Completion with try_wait

/* Non-blocking check: acquire if already signaled */
if (try_wait_for_completion(&c)) {
    /* Was already complete — no blocking */
} else {
    /* Not yet complete — would have blocked */
}

struct wait_queue_head_t

wait_queue_head_t is the lower-level primitive that completion builds on. It supports: - Multiple waiters on the same event - Custom wake conditions - Exclusive vs non-exclusive wakeup - poll()/select()/epoll integration

#include <linux/wait.h>

/* Declare */
DECLARE_WAIT_QUEUE_HEAD(my_wq);
/* Or: */
wait_queue_head_t wq;
init_waitqueue_head(&wq);

wait_event: the standard pattern

wait_event combines the wait with a condition check:

/* Waiter: sleep until condition is true */
wait_event(wq, condition);
/* condition is re-evaluated after every wakeup */

/* Interruptible version */
int ret = wait_event_interruptible(wq, condition);
if (ret)
    return ret;  /* -ERESTARTSYS: signal received */

/* With timeout */
long ret = wait_event_timeout(wq, condition, timeout_jiffies);
/* ret > 0: condition met */
/* ret == 0: timed out */

/* With interruptible + timeout */
long ret = wait_event_interruptible_timeout(wq, condition, timeout);

The wake_up / wait_event contract:

/* Signaler: modify the condition variable, then wake */
WRITE_ONCE(data_ready, true);
wake_up(&wq);          /* wake one non-exclusive waiter */
wake_up_all(&wq);      /* wake all waiters */
wake_up_interruptible(&wq);  /* wake only interruptible waiters */

wait_event uses a loop:

/* wait_event expansion (simplified): */
for (;;) {
    prepare_to_wait(&wq, &__wait, TASK_UNINTERRUPTIBLE);
    if (condition)
        break;
    schedule();   /* sleep */
}
finish_wait(&wq, &__wait);

This correctly handles races: if the condition becomes true between the check and schedule(), the wake_up will have set the task state back to TASK_RUNNING.

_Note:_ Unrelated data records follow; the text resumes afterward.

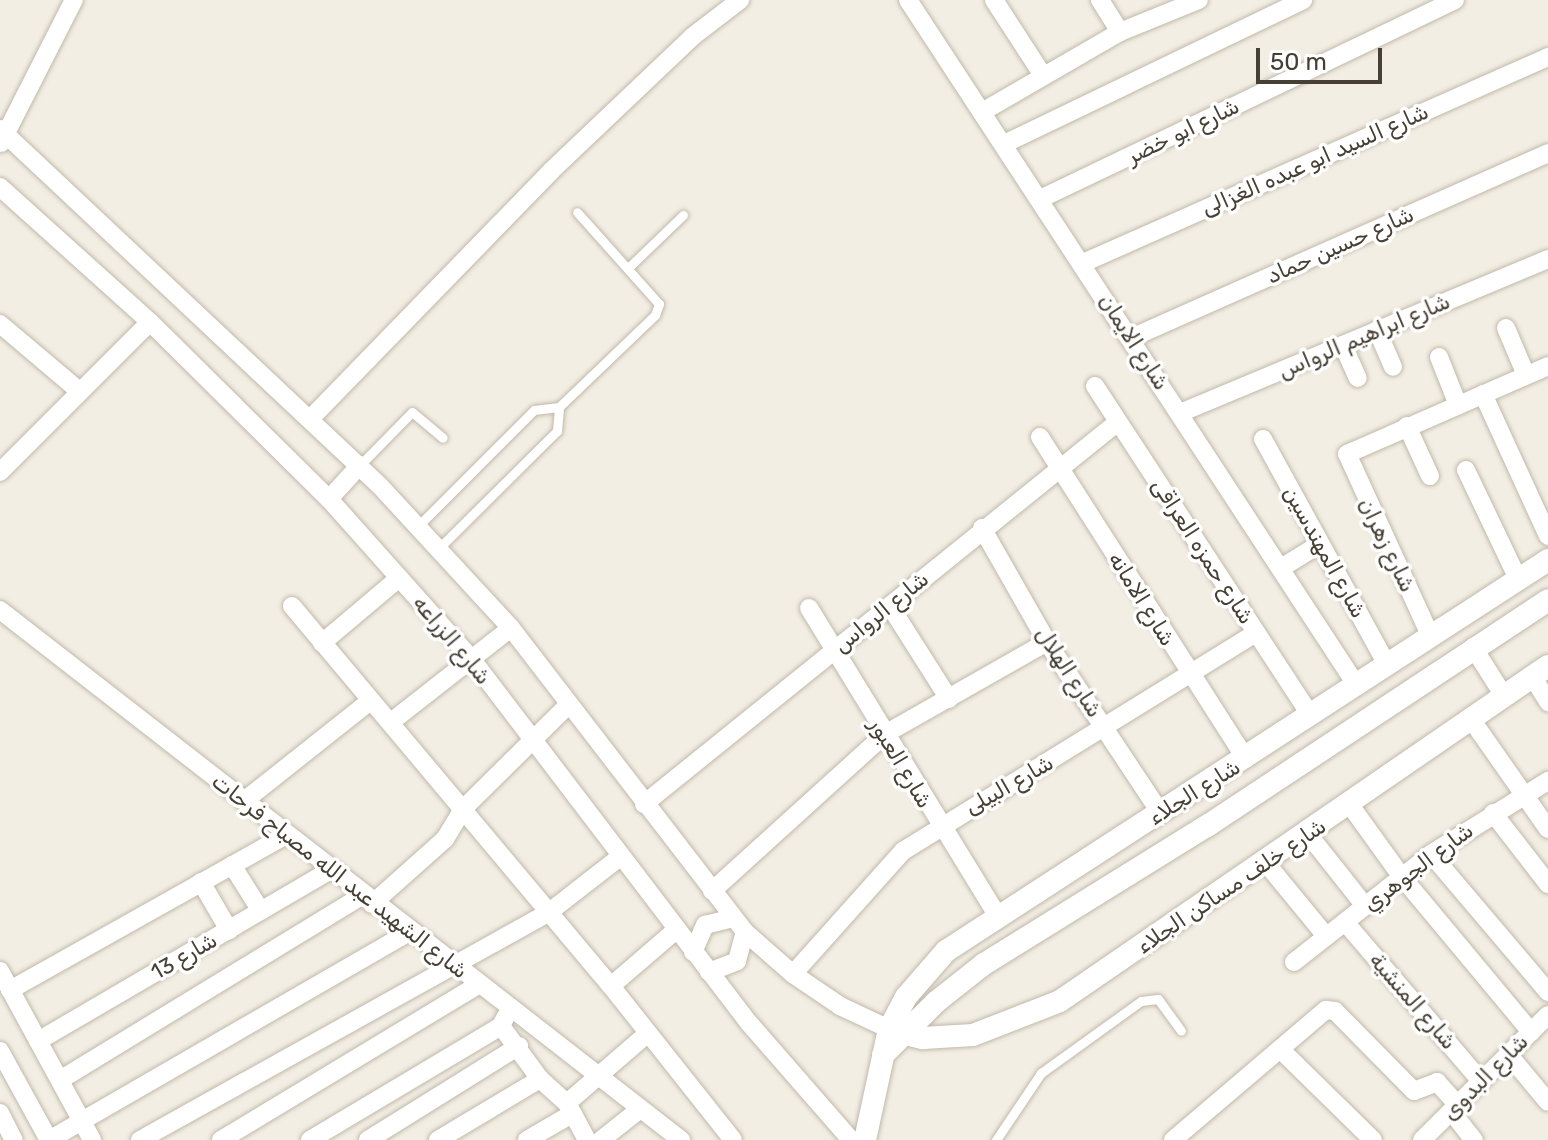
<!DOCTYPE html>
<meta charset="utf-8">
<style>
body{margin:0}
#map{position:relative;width:1548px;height:1140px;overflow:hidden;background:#f3eee4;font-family:Rubik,"Noto Naskh Arabic",sans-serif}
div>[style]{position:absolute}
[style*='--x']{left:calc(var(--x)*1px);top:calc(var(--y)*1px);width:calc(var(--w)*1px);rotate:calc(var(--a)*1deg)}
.roads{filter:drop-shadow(0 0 2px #c1b9aa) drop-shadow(0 0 2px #c1b9aa)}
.service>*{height:9px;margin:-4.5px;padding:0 4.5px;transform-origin:4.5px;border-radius:4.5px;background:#fff}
.minor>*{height:18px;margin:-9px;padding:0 9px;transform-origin:9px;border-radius:9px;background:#fff}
.tertiary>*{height:22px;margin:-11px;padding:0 11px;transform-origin:11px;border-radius:11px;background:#fff}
span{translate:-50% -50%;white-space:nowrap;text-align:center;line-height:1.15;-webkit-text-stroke:7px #fff;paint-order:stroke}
.street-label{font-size:22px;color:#453f34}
.scale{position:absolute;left:1256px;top:48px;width:126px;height:36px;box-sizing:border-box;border:4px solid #453f34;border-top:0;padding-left:10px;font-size:24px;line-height:28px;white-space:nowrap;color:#453f34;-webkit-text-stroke:6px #fff;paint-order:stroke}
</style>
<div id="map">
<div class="roads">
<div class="service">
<i style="--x:629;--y:267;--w:75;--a:-43.9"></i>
<i style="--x:559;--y:407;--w:133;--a:-43.8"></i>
<i style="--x:655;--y:315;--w:12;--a:-70"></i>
<i style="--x:659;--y:304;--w:123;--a:-131.7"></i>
<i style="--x:360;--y:465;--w:74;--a:-45.5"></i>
<i style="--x:412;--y:412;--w:40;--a:40"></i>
<i style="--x:416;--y:528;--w:167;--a:-45"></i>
<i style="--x:534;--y:410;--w:25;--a:-7"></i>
<i style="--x:438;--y:549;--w:168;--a:-44.8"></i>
<i style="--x:557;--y:431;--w:24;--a:-85"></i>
<i style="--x:996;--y:1140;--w:81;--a:-56.1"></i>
<i style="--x:1041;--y:1073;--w:123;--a:-35.8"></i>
<i style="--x:1141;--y:1001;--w:17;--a:-7"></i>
<i style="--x:1158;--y:999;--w:39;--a:54"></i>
</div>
<div class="minor">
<i style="--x:908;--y:0;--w:820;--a:56.79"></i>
<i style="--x:994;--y:0;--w:88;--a:57"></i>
<i style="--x:1100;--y:0;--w:38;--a:58"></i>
<i style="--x:982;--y:112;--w:160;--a:-30.1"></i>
<i style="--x:1120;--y:32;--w:85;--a:-22.1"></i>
<i style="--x:0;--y:129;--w:521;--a:43.21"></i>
<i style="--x:380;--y:486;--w:193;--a:47.3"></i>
<i style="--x:511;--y:628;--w:384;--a:52.4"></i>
<i style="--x:745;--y:932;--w:64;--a:41.2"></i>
<i style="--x:793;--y:974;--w:57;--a:34.2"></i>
<i style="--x:840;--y:1006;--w:54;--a:25.1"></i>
<i style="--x:1;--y:143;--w:161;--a:-63"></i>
<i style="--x:1004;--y:144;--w:332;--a:-25.7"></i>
<i style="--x:0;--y:187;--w:202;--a:42"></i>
<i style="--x:150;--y:322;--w:252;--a:44.7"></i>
<i style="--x:329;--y:499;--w:212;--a:48.3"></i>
<i style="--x:470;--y:657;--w:460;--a:52.7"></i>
<i style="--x:749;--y:1023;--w:155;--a:48.9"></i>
<i style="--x:1040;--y:199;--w:460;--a:-25.6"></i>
<i style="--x:1083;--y:263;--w:509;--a:-23.89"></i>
<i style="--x:0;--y:324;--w:102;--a:40.2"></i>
<i style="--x:1506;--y:328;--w:51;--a:66.9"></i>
<i style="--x:1377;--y:330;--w:40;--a:66.6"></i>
<i style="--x:1131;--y:338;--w:456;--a:-23.9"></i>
<i style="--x:1343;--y:345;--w:36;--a:66"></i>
<i style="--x:1439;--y:357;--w:52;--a:68.4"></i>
<i style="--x:1095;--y:386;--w:394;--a:56.8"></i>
<i style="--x:1483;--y:394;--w:156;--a:65.4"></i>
<i style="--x:1180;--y:413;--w:399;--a:-22.7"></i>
<i style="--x:312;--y:417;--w:344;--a:-45.8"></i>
<i style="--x:552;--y:170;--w:193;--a:-43.5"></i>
<i style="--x:692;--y:37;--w:61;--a:-37.6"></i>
<i style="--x:1407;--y:426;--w:55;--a:65.3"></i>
<i style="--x:1040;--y:437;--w:382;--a:57.4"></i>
<i style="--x:1263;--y:439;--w:258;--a:61.2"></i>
<i style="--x:1466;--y:470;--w:121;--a:64.5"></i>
<i style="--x:0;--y:472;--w:212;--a:-45"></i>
<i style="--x:329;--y:499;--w:46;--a:-47.6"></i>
<i style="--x:982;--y:528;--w:131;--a:60.3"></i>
<i style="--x:1047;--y:642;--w:204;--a:56.4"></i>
<i style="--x:1281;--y:568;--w:46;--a:-31.6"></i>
<i style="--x:292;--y:606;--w:496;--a:50"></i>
<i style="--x:611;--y:986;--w:196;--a:51.6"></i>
<i style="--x:890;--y:606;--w:110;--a:57.6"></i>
<i style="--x:809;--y:608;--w:361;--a:58.5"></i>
<i style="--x:0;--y:610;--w:863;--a:37.89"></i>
<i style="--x:1430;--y:635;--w:199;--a:-114.6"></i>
<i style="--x:1347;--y:454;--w:219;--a:-23.6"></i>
<i style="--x:322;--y:643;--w:101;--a:-40.2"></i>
<i style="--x:1473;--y:647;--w:58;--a:57.7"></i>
<i style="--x:1532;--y:676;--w:31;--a:58"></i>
<i style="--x:1471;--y:719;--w:134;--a:55"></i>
<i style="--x:391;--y:722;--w:152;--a:-38.1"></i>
<i style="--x:244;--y:801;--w:159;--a:-38.4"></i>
<i style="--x:644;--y:804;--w:609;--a:-38.87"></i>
<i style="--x:1350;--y:805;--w:89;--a:54.2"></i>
<i style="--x:1402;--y:877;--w:202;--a:50.2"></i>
<i style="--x:1493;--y:813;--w:90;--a:52.2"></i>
<i style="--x:1308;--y:834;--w:92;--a:51.6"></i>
<i style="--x:1431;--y:854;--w:181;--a:49.7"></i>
<i style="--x:1266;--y:863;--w:94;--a:50.6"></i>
<i style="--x:232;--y:865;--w:54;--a:57.8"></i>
<i style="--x:201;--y:882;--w:56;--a:59.7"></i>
<i style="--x:712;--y:891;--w:234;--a:-42.2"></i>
<i style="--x:885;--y:734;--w:186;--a:-29.6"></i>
<i style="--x:372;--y:904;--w:98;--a:-41.7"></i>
<i style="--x:445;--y:839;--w:35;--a:-59"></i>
<i style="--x:463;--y:809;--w:148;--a:-44.7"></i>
<i style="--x:1345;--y:922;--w:209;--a:49.5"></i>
<i style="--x:693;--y:952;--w:30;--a:-66"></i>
<i style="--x:705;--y:925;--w:29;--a:-14"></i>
<i style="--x:1294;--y:962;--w:174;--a:-38.2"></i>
<i style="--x:1431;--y:854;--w:138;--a:-32"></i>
<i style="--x:0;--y:971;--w:192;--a:61.4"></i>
<i style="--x:709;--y:972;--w:30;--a:-21"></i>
<i style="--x:737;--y:961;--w:30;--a:-75"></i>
<i style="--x:793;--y:974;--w:165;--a:-48.2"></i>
<i style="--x:903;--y:851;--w:415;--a:-31.7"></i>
<i style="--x:611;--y:986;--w:86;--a:-40.7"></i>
<i style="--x:10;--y:990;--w:317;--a:-29.3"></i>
<i style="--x:506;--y:1016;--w:11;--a:117"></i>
<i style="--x:501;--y:1026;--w:66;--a:53.7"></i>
<i style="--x:540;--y:1079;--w:36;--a:42"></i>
<i style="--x:567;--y:1103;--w:42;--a:61.6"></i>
<i style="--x:38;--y:1041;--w:339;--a:-30.3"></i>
<i style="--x:1280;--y:1049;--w:130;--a:44.4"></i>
<i style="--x:0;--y:1051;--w:102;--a:61.2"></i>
<i style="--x:49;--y:1140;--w:418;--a:-30"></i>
<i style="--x:1508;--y:1054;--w:62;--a:50.2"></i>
<i style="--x:60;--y:1080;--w:354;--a:-31.4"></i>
<i style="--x:567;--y:1103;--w:106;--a:-40.8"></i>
<i style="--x:1451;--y:1111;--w:37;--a:52"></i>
<i style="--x:0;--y:1113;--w:30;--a:63"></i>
<i style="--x:140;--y:1140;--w:467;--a:-29.1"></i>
<i style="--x:548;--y:913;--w:91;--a:-37.9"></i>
<i style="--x:221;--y:1140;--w:302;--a:-31.1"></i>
<i style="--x:310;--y:1140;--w:222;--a:-30.8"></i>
<i style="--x:368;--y:1140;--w:178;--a:-31.9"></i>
<i style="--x:438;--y:1140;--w:119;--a:-30.9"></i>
<i style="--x:527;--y:1140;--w:50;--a:-30.2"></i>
<i style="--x:601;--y:1140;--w:50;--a:-38.5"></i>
<i style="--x:1173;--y:1140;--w:201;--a:-40.4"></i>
<i style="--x:1326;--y:1010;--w:9;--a:6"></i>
<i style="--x:1335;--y:1011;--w:112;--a:45.4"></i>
<i style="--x:1414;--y:1091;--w:25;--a:-21"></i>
<i style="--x:1437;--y:1082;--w:30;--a:48"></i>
<i style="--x:1422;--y:1140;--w:177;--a:-44.8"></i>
</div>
<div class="tertiary">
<i style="--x:894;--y:1031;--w:30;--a:14"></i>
<i style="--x:923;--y:1038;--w:50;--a:-3.4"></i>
<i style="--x:973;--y:1035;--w:93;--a:-21.3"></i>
<i style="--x:1060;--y:1001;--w:592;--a:-34.47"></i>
<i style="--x:883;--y:1055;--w:75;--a:-45"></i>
<i style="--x:936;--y:1002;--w:61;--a:-38.4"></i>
<i style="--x:984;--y:964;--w:262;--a:-31.8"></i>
<i style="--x:1207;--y:826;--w:409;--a:-33.5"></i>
<i style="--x:865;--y:1140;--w:114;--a:-77.8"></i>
<i style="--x:889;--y:1029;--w:36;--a:-62"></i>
<i style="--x:906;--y:997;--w:61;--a:-49"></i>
<i style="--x:946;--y:951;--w:718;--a:-33"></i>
</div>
</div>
<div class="street-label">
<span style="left:1183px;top:131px;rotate:-26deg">شارع ابو خضر</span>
<span style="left:1315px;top:160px;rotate:-24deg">شارع السيد ابو عبده الغزالى</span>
<span style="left:1340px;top:245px;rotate:-24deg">شارع حسين حماد</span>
<span style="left:1364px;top:336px;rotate:-23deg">شارع ابراهيم الرواس</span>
<span style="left:1134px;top:342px;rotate:57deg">شارع الايمان</span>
<span style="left:1387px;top:545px;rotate:64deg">شارع زهران</span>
<span style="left:1203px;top:551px;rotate:57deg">شارع حمزه العراقى</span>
<span style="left:1325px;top:552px;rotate:61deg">شارع المهندسين</span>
<span style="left:1142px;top:599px;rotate:58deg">شارع الامانه</span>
<span style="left:881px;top:612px;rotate:-39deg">شارع الرواس</span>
<span style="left:452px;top:640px;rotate:50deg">شارع الزراعه</span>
<span style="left:1069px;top:672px;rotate:57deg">شارع الهلال</span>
<span style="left:901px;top:763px;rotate:59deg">شارع العبور</span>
<span style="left:1009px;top:785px;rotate:-30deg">شارع البيلى</span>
<span style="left:1194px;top:792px;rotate:-32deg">شارع الجلاء</span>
<span style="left:1418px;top:867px;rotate:-37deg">شارع الجوهري</span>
<span style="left:340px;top:876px;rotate:38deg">شارع الشهيد عبد الله مصباح فرحات</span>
<span style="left:1231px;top:886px;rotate:-34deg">شارع خلف مساكن الجلاء</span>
<span style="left:184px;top:956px;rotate:-30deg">شارع 13</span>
<span style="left:1413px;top:1001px;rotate:49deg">شارع المنشية</span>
<span style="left:1485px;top:1077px;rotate:-45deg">شارع البدوى</span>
</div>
<div class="scale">50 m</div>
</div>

Custom wait: prepare_to_wait / finish_wait

For more complex patterns:

DEFINE_WAIT(wait);

prepare_to_wait(&wq, &wait, TASK_INTERRUPTIBLE);
while (!condition) {
    if (signal_pending(current)) {
        /* Signal received */
        break;
    }
    /* Drop any locks here before sleeping */
    spin_unlock_irq(&lock);
    schedule();
    spin_lock_irq(&lock);
    /* Recheck condition here */
}
finish_wait(&wq, &wait);

Exclusive waiters

Exclusive waiters are woken one at a time (thundering herd prevention):

/* Add as exclusive waiter (only woken by wake_up, not wake_up_all) */
prepare_to_wait_exclusive(&wq, &wait, TASK_INTERRUPTIBLE);

/* wake_up: wakes exactly one exclusive waiter + all non-exclusive */
wake_up(&wq);

Used for accept() on TCP listen sockets: only one of many waiting accept() calls needs to be woken when a connection arrives.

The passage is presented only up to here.